[Collection entries]:
•••••
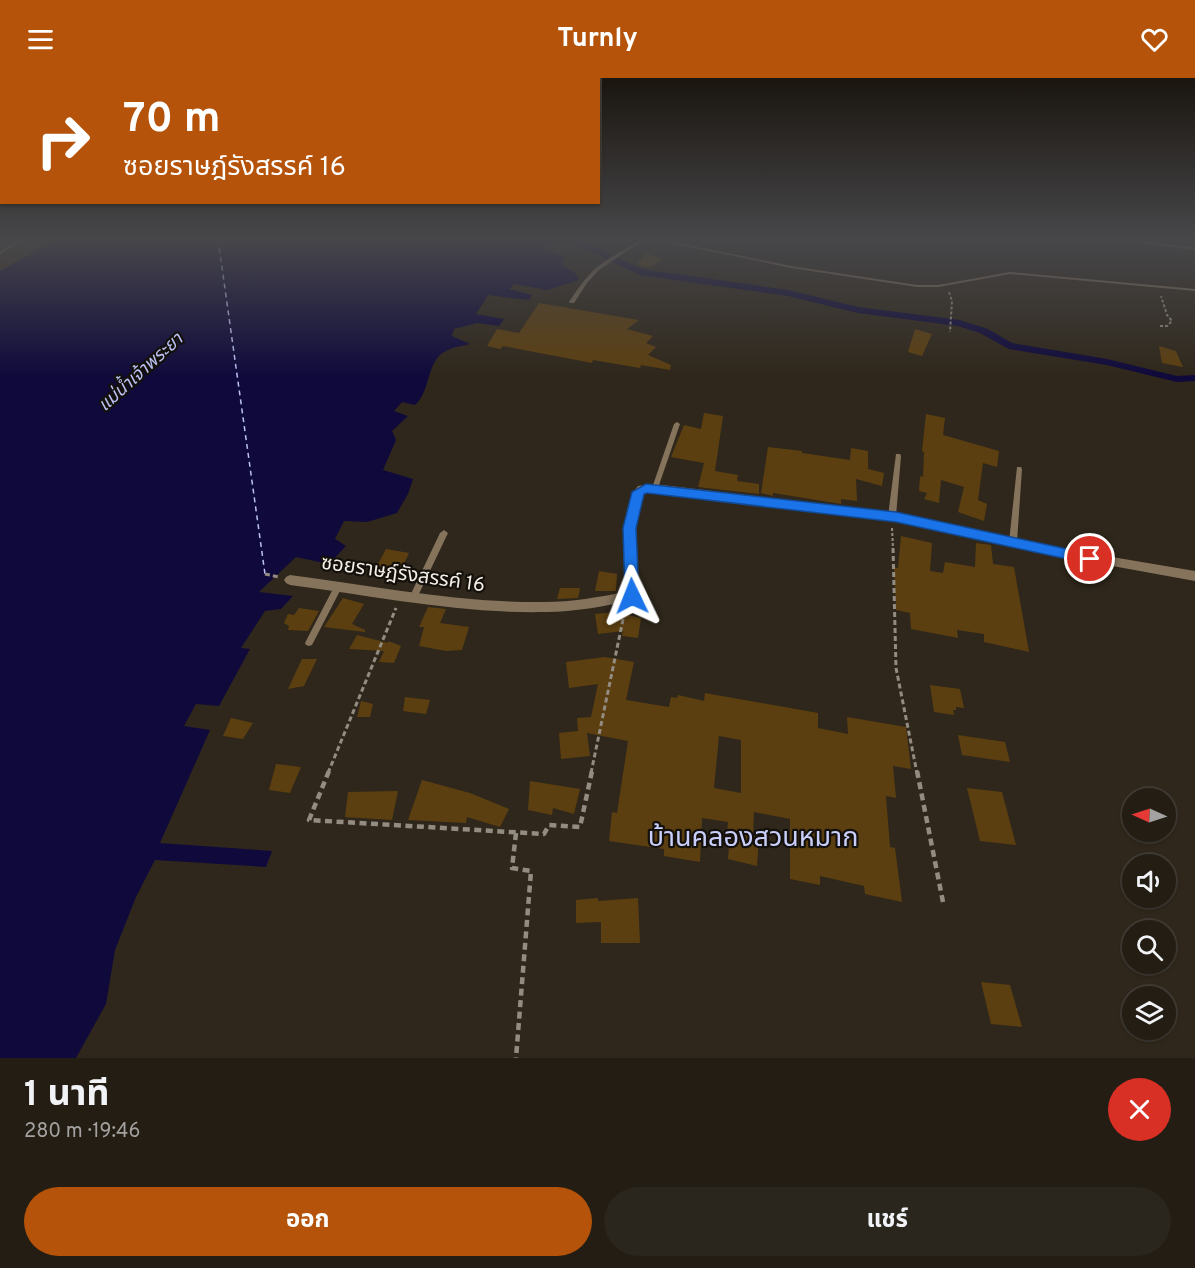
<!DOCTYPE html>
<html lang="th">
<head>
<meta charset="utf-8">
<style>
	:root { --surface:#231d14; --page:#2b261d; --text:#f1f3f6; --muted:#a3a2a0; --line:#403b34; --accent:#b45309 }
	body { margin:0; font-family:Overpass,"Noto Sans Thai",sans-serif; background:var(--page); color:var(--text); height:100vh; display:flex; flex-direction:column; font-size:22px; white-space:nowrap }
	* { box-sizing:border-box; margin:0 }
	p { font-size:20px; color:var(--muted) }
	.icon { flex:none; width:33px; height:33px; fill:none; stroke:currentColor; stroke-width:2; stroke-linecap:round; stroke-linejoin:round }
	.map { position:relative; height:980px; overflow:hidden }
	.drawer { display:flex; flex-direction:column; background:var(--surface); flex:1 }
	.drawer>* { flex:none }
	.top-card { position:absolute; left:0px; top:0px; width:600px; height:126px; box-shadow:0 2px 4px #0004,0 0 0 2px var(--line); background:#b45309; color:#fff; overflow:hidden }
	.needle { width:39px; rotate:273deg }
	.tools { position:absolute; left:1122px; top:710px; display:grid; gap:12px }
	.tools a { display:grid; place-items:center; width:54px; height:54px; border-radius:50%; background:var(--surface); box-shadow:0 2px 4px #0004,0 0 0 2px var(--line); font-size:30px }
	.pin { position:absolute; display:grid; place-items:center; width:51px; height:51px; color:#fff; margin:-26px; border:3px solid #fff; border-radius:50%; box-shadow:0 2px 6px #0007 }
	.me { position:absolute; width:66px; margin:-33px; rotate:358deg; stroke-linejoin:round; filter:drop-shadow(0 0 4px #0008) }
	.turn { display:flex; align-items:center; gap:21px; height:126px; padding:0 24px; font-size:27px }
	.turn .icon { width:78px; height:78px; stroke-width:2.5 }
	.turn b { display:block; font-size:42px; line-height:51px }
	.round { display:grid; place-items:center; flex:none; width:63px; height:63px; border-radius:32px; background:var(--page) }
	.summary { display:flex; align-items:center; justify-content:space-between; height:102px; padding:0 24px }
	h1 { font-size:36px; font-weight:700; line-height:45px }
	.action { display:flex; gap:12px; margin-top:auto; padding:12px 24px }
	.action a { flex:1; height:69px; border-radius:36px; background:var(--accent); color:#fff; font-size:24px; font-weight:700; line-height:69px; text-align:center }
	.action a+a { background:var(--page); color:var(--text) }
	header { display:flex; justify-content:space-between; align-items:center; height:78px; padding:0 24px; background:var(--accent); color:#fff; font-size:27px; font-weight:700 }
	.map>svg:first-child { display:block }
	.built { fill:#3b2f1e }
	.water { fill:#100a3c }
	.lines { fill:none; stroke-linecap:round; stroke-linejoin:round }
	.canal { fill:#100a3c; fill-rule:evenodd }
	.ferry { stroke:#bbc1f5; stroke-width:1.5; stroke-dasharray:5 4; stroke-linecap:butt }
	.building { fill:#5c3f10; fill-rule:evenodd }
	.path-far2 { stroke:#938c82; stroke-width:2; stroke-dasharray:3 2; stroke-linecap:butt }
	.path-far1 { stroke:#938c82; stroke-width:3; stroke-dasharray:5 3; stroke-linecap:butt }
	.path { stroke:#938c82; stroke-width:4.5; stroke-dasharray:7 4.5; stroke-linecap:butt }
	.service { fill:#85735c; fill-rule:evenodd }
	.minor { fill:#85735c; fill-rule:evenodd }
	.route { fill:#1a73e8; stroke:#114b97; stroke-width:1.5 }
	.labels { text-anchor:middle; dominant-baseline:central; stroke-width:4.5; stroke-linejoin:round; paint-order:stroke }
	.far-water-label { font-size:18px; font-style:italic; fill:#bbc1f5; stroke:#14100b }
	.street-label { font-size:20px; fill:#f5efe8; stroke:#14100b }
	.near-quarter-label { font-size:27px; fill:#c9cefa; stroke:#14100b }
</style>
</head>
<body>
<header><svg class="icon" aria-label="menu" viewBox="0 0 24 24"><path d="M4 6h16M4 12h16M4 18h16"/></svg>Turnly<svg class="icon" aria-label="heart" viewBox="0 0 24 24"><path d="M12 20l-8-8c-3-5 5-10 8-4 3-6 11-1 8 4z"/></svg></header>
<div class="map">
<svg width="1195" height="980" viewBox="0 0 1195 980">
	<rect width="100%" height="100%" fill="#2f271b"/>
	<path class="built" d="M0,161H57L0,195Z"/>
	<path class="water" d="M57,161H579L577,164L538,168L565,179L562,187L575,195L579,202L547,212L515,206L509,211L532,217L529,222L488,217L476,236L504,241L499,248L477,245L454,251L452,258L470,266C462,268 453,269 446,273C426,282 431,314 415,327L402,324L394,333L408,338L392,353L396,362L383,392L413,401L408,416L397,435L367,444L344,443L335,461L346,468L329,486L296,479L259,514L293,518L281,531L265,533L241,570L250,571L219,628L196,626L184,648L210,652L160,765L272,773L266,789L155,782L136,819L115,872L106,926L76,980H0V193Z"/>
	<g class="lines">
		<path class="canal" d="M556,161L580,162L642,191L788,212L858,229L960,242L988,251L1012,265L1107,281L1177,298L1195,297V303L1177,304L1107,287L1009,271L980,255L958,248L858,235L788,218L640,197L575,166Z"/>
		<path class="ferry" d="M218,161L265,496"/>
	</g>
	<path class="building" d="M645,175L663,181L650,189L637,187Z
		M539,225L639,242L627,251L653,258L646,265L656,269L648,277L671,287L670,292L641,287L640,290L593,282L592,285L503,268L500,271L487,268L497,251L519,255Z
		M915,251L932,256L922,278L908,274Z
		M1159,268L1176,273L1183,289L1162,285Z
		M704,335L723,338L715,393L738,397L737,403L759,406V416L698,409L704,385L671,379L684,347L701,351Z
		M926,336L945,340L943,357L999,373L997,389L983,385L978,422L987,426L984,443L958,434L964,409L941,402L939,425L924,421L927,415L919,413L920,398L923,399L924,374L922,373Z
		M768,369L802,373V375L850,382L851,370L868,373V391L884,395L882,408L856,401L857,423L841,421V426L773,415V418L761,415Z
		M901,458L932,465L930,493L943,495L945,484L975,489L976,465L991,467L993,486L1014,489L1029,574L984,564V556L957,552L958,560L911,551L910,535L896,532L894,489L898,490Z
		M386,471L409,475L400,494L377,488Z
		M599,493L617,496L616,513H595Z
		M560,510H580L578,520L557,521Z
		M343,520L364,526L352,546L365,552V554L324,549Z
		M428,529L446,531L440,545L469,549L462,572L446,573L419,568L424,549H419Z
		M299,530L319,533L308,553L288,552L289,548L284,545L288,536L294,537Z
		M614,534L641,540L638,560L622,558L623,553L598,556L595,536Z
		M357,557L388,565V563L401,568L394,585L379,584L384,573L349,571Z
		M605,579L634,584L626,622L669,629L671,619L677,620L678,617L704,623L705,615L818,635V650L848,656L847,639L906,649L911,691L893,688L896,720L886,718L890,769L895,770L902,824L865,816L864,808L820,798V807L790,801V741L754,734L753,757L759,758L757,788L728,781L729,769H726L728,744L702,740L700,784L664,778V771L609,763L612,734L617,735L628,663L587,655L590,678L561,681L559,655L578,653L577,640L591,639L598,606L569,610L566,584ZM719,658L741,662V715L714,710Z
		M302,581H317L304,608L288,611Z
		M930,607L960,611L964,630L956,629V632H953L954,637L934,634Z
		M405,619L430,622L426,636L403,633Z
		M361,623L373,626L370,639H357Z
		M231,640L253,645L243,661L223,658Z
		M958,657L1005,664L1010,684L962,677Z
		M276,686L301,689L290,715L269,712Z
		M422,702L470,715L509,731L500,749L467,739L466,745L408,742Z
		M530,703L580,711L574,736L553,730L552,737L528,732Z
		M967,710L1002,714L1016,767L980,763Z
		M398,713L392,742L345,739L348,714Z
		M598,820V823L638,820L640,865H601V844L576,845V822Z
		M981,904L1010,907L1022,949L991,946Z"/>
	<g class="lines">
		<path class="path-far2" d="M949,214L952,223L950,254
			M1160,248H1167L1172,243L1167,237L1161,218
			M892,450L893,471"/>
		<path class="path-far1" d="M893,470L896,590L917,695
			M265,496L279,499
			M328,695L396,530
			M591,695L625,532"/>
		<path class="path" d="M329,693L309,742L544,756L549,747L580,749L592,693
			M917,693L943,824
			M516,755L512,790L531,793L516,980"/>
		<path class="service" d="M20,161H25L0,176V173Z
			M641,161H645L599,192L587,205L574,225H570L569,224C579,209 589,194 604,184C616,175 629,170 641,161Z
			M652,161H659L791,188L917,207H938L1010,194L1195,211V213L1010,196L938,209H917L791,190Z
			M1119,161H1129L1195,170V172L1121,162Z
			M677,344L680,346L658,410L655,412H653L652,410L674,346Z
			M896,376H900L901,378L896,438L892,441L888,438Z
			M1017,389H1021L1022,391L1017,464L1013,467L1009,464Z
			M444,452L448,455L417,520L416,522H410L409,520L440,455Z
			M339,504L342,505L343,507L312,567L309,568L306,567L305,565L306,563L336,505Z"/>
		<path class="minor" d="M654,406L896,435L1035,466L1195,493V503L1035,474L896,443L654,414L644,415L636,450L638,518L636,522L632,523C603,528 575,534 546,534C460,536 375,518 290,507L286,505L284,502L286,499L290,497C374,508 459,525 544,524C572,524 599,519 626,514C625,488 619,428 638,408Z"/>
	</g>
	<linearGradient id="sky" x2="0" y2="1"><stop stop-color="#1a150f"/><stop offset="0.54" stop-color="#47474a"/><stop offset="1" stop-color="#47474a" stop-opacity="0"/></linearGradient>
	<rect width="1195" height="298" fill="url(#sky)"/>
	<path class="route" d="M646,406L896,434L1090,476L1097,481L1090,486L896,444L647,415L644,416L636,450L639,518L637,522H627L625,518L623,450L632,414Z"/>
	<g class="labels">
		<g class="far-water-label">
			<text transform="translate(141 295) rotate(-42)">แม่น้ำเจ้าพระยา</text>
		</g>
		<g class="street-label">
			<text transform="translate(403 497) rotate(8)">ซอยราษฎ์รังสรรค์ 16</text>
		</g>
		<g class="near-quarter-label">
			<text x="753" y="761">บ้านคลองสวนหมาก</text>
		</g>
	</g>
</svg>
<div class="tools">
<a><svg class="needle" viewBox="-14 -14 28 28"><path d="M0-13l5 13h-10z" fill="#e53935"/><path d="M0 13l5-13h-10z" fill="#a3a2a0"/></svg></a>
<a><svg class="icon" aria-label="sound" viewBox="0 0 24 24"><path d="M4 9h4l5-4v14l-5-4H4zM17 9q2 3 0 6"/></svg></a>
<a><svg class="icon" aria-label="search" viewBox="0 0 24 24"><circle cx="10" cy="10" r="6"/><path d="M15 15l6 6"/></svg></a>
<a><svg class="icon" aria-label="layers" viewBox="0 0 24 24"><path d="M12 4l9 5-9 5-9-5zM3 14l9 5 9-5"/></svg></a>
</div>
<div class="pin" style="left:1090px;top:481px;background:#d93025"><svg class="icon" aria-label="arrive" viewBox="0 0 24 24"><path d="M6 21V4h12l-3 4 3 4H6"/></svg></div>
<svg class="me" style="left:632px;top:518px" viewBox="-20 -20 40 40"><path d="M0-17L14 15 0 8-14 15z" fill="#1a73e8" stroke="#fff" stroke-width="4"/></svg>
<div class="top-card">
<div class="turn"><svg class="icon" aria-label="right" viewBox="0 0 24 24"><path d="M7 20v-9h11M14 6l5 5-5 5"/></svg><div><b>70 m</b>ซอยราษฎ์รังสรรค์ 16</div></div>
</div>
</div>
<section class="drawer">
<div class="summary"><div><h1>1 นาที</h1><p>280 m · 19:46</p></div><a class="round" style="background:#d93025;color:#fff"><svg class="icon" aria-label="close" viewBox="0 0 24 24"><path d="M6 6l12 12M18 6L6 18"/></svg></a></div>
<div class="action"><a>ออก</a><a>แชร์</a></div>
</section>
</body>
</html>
•••••
Each line of the data that contains "column" belongs in the answer.

[Solution]:
	body { margin:0; font-family:Overpass,"Noto Sans Thai",sans-serif; background:var(--page); color:var(--text); height:100vh; display:flex; flex-direction:column; font-size:22px; white-space:nowrap }
	.drawer { display:flex; flex-direction:column; background:var(--surface); flex:1 }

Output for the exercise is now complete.